GenDeg: Diffusion-based Degradation Synthesis for Generalizable All-In-One Image Restoration¶
Conference: CVPR 2025
arXiv: 2411.17687
Code: https://sudraj2002.github.io/gendegpage/ (Project Page)
Area: Image Generation
Keywords: Image degradation synthesis, diffusion models, All-In-One restoration, out-of-domain generalization, synthetic data
TL;DR¶
This paper proposes GenDeg, a degradation synthesis framework based on Stable Diffusion, which can generate various controllable degradations (haze/rain/snow/motion blur/low-light/raindrops) on arbitrary clean images.
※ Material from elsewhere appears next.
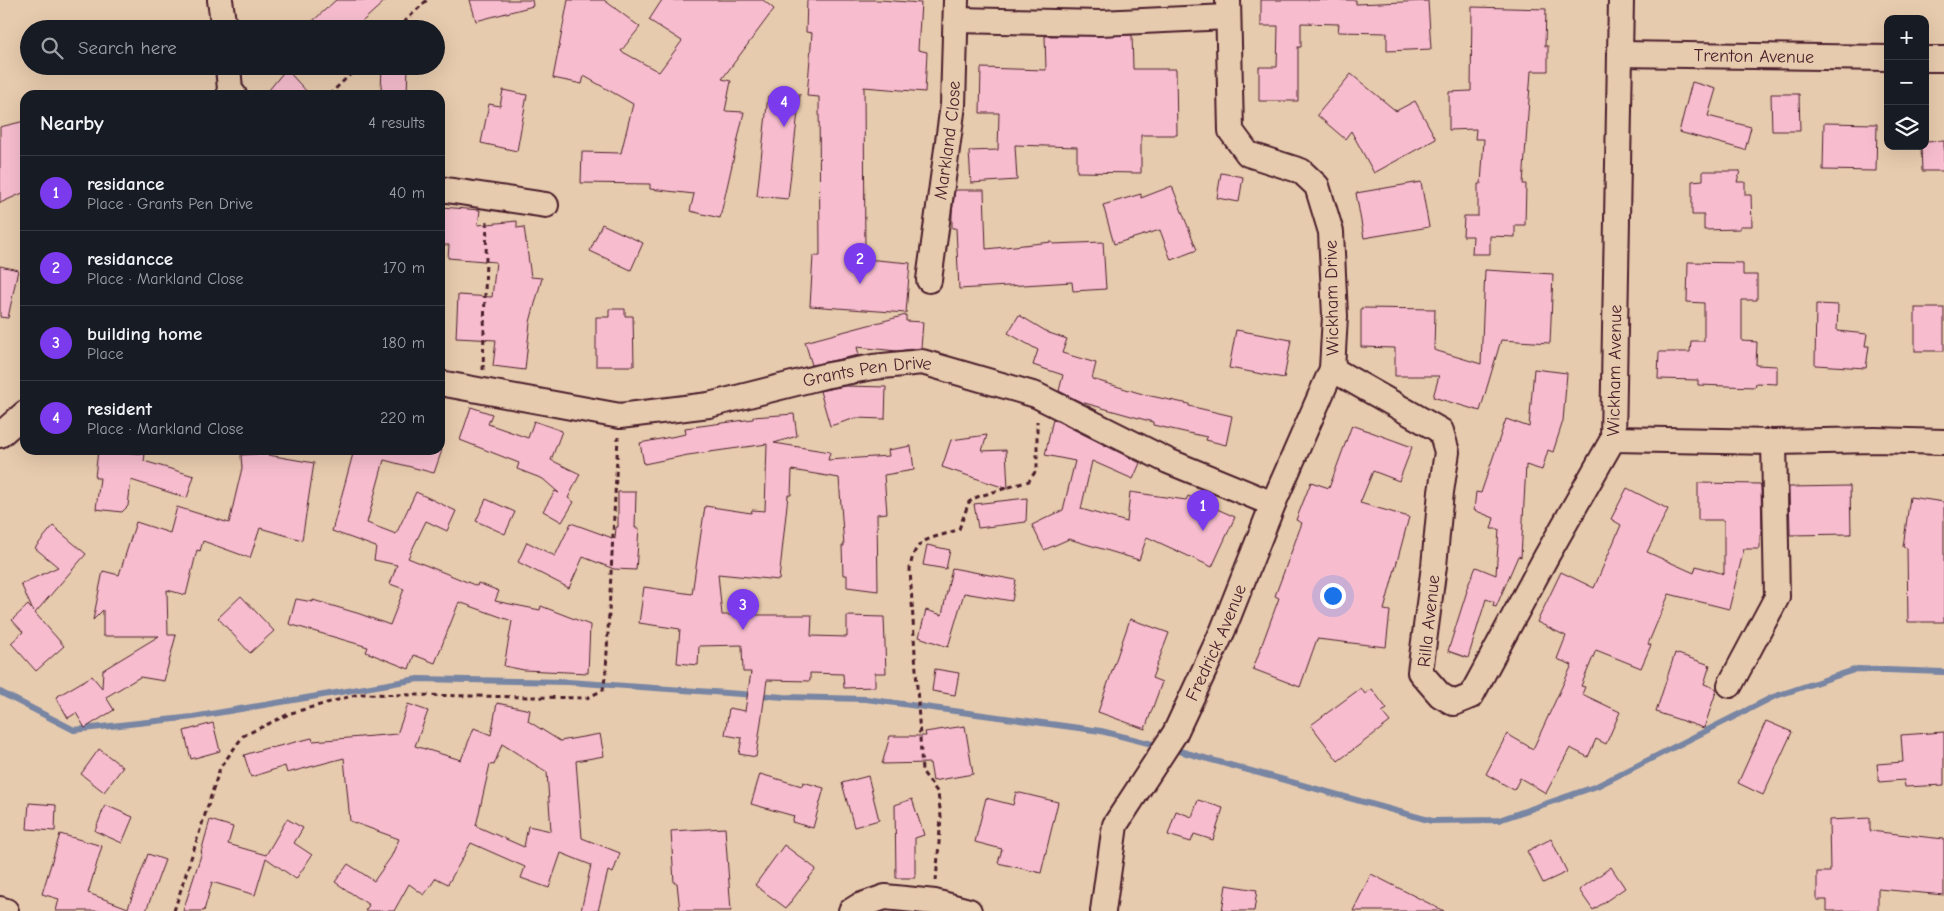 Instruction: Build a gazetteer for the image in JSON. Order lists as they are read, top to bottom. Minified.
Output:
{"streets":{"street":["Trenton Avenue","Markland Close","Wickham Drive","Wickham Avenue","Grants Pen Drive","Rilla Avenue","Fredrick Avenue"]},"crossings":[["Trenton Avenue","Wickham Avenue"],["Wickham Drive","Rilla Avenue"],["Wickham Drive","Fredrick Avenue"],["Wickham Avenue","Rilla Avenue"],["Grants Pen Drive","Fredrick Avenue"],["Rilla Avenue","Fredrick Avenue"]],"page":{"map_buttons":["+","−"],"search":"Search here","pins":["4","2","1","3"],"heading":["Nearby","4 results"],"list":[{"mark":"1","name":"residance","note":"Place · Grants Pen Drive","value":"40 m"},{"mark":"2","name":"residancce","note":"Place · Markland Close","value":"170 m"},{"mark":"3","name":"building home","note":"Place","value":"180 m"},{"mark":"4","name":"resident","note":"Place · Markland Close","value":"220 m"}]}}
By synthesizing over 550k images to construct the GenDS dataset, training All-In-One restoration models on it achieves significant performance improvements on out-of-domain test sets.
Background & Motivation¶
- Background: All-In-One Image Restoration (AIOR) handles multiple degradations with a single model. Representative methods include PromptIR, DA-CLIP, and Diff-Plugin.
- Limitations of Prior Work: Existing AIOR models generalize poorly to out-of-distribution (OoD) degradation patterns and scenes. ① Existing datasets are small (far smaller than the 1.5M+ of SAM/Depth-Anything) and lack scene diversity; ② Synthetic datasets employ simple physical formulations (e.g., RESIDE uses only the atmospheric scattering model), resulting in monotonic degradation patterns; ③ Real-world degraded data (e.g., haze, low-light, raindrops) is difficult to collect, leading to scarce samples.
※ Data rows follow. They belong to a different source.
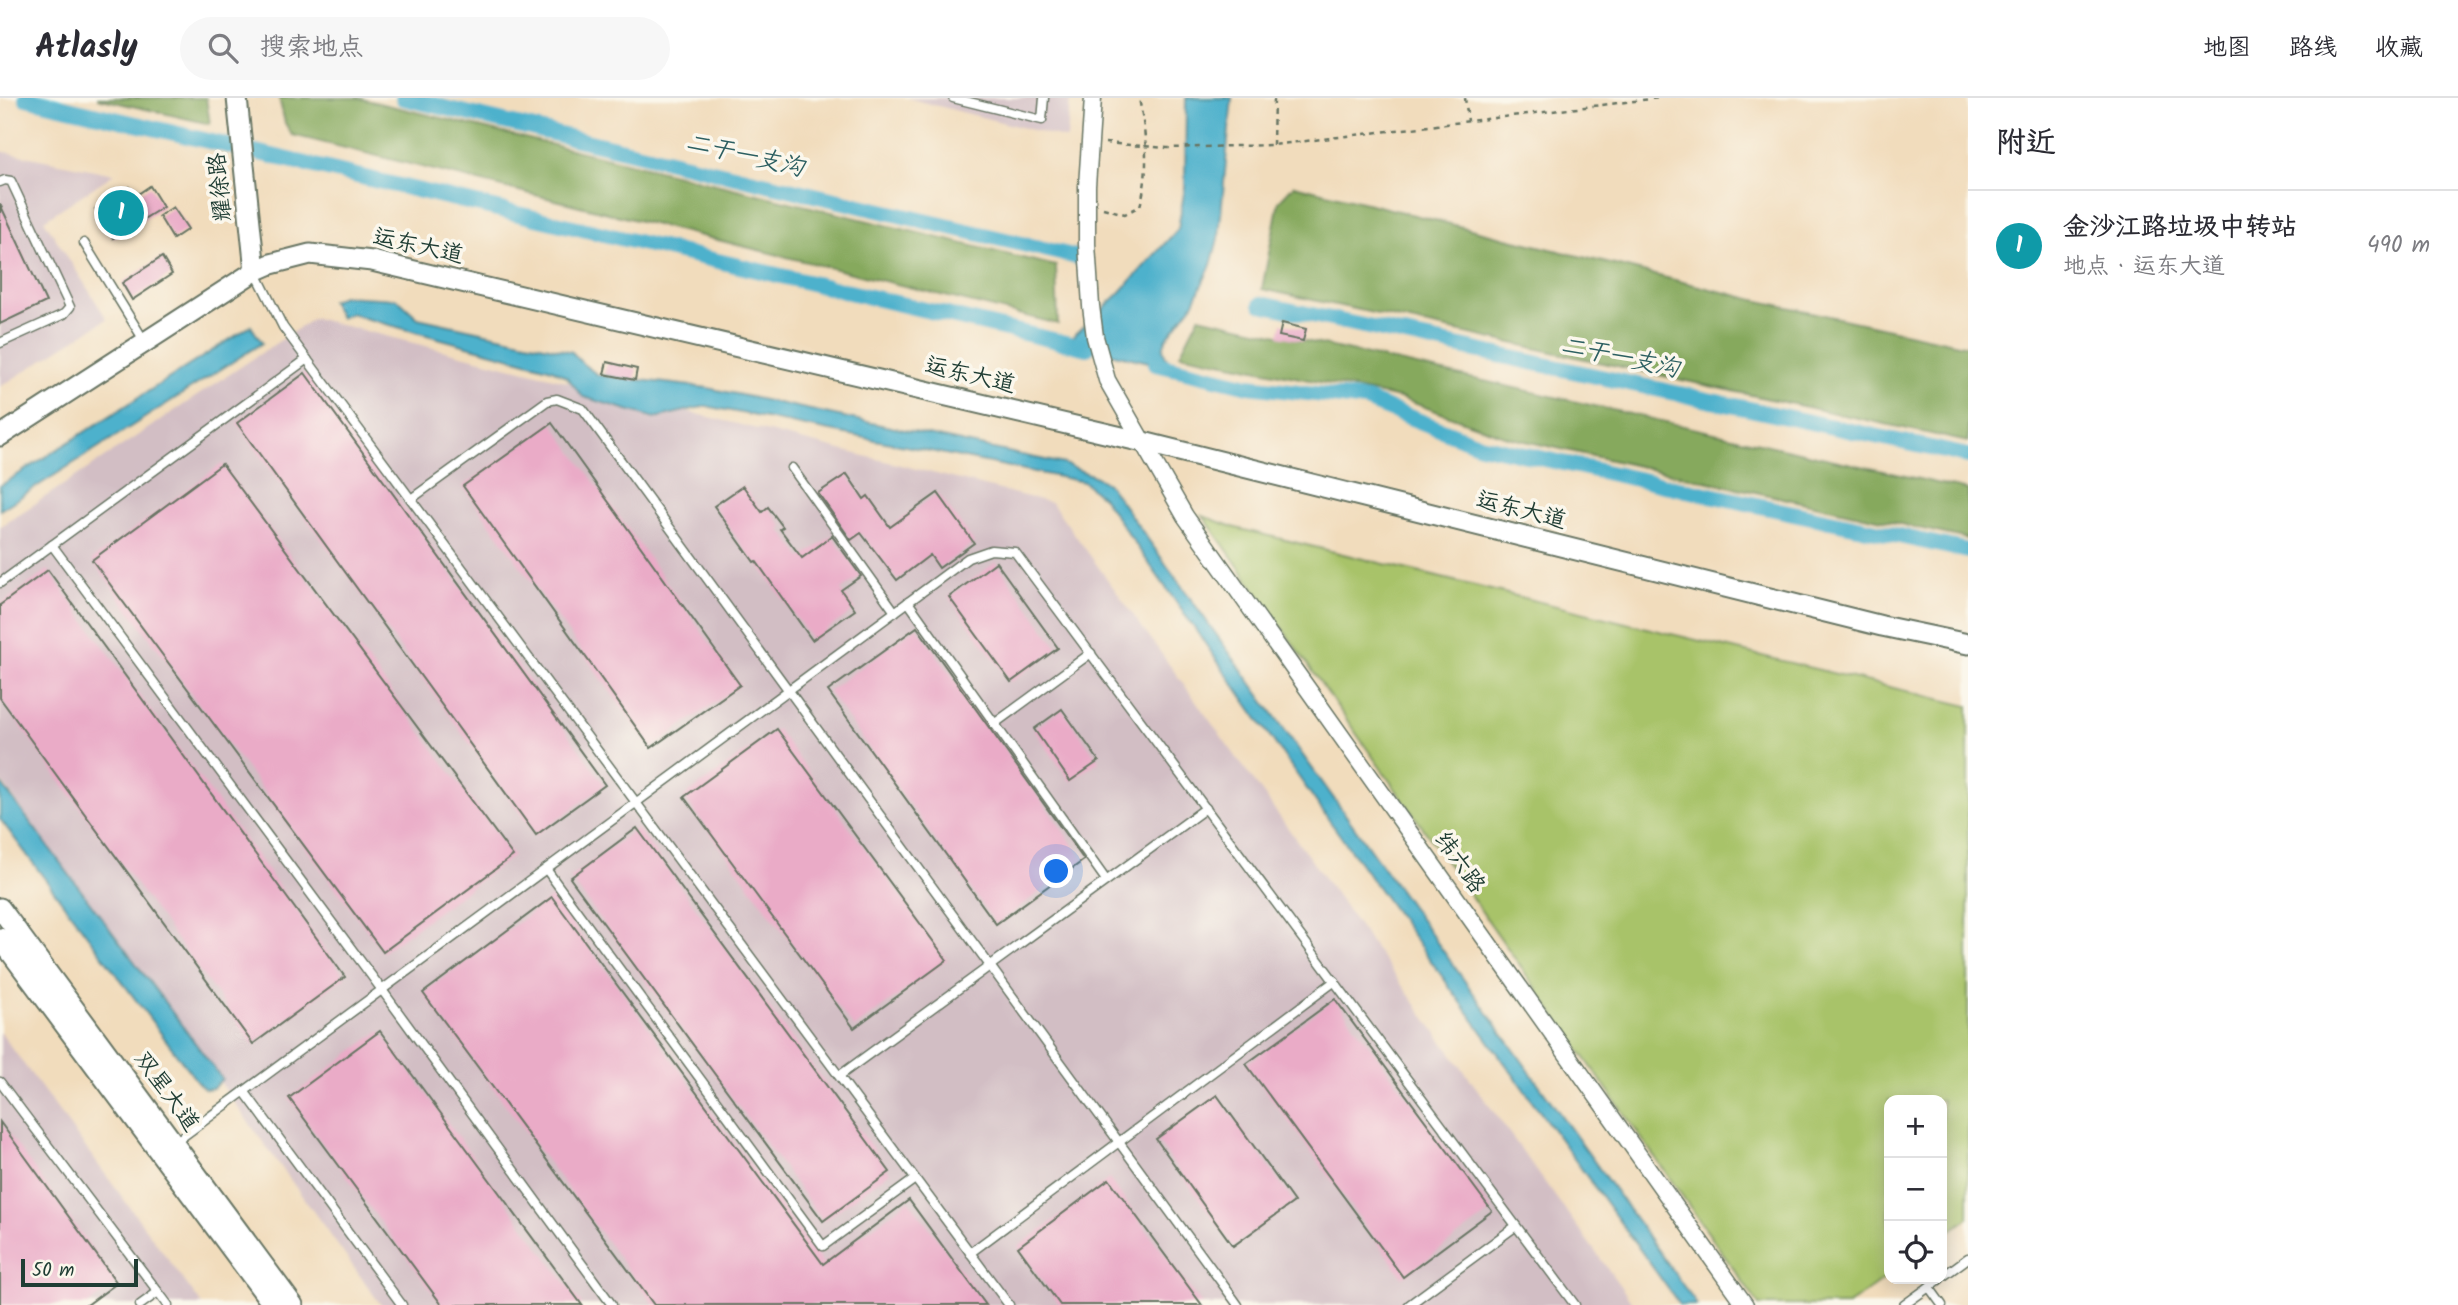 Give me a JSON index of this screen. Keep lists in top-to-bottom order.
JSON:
{
  "streets": {
    "street": [
      "耀徐路",
      "运东大道",
      "纬六路",
      "双星大道"
    ]
  },
  "crossings": [
    ["耀徐路", "运东大道"],
    ["运东大道", "纬六路"]
  ],
  "water": ["二干一支沟"],
  "scale_bar": "50 m",
  "page": {
    "header": "Atlasly",
    "search": "搜索地点",
    "nav": ["地图", "路线", "收藏"],
    "heading": "附近",
    "pins": "1",
    "list": [
      {
        "mark": "1",
        "name": "金沙江路垃圾中转站",
        "note": "地点 · 运东大道",
        "value": "490 m"
      }
    ],
    "map_buttons": ["+", "−"],
    "scale": "50 m"
  }
}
- Key Challenge: AIOR methods overfit the training distribution, primarily because of the lack of degradation diversity and scene diversity in training data, whereas real-world data collection is impractical.
- Goal: Use generative models to synthesize large-scale, diverse degradation data to improve the OoD generalization ability of AIOR.
- Key Insight: Latent Diffusion Models have powerful generative priors and conditional control capabilities, which can generate realistic degradation patterns while preserving scene semantics.
- Core Idea: Synthesize large-scale and diverse degradation data using a degradation severity-aware conditional diffusion model to resolve the generalization bottleneck of All-In-One restoration from the data perspective.
Method¶
Overall Architecture¶
GenDeg is based on the InstructPix2Pix architecture, taking a clean image \(c_{img}\) + text prompt \(c_{text}\) + degradation severity conditions as input, and outputting a degraded image. During training, paired degradation-clean data from multiple existing datasets are used. During inference, degradation is generated on new clean images. The generated images are corrected by a Structure Correction Module (SCM) and finally merged with the original datasets to form the GenDS dataset (750k+ samples), which is used to train restoration models.
Key Designs¶
-
Degradation Severity-Aware Conditional Diffusion Model:
- Function: To finely control the degradation intensity and spatial distribution during degradation generation.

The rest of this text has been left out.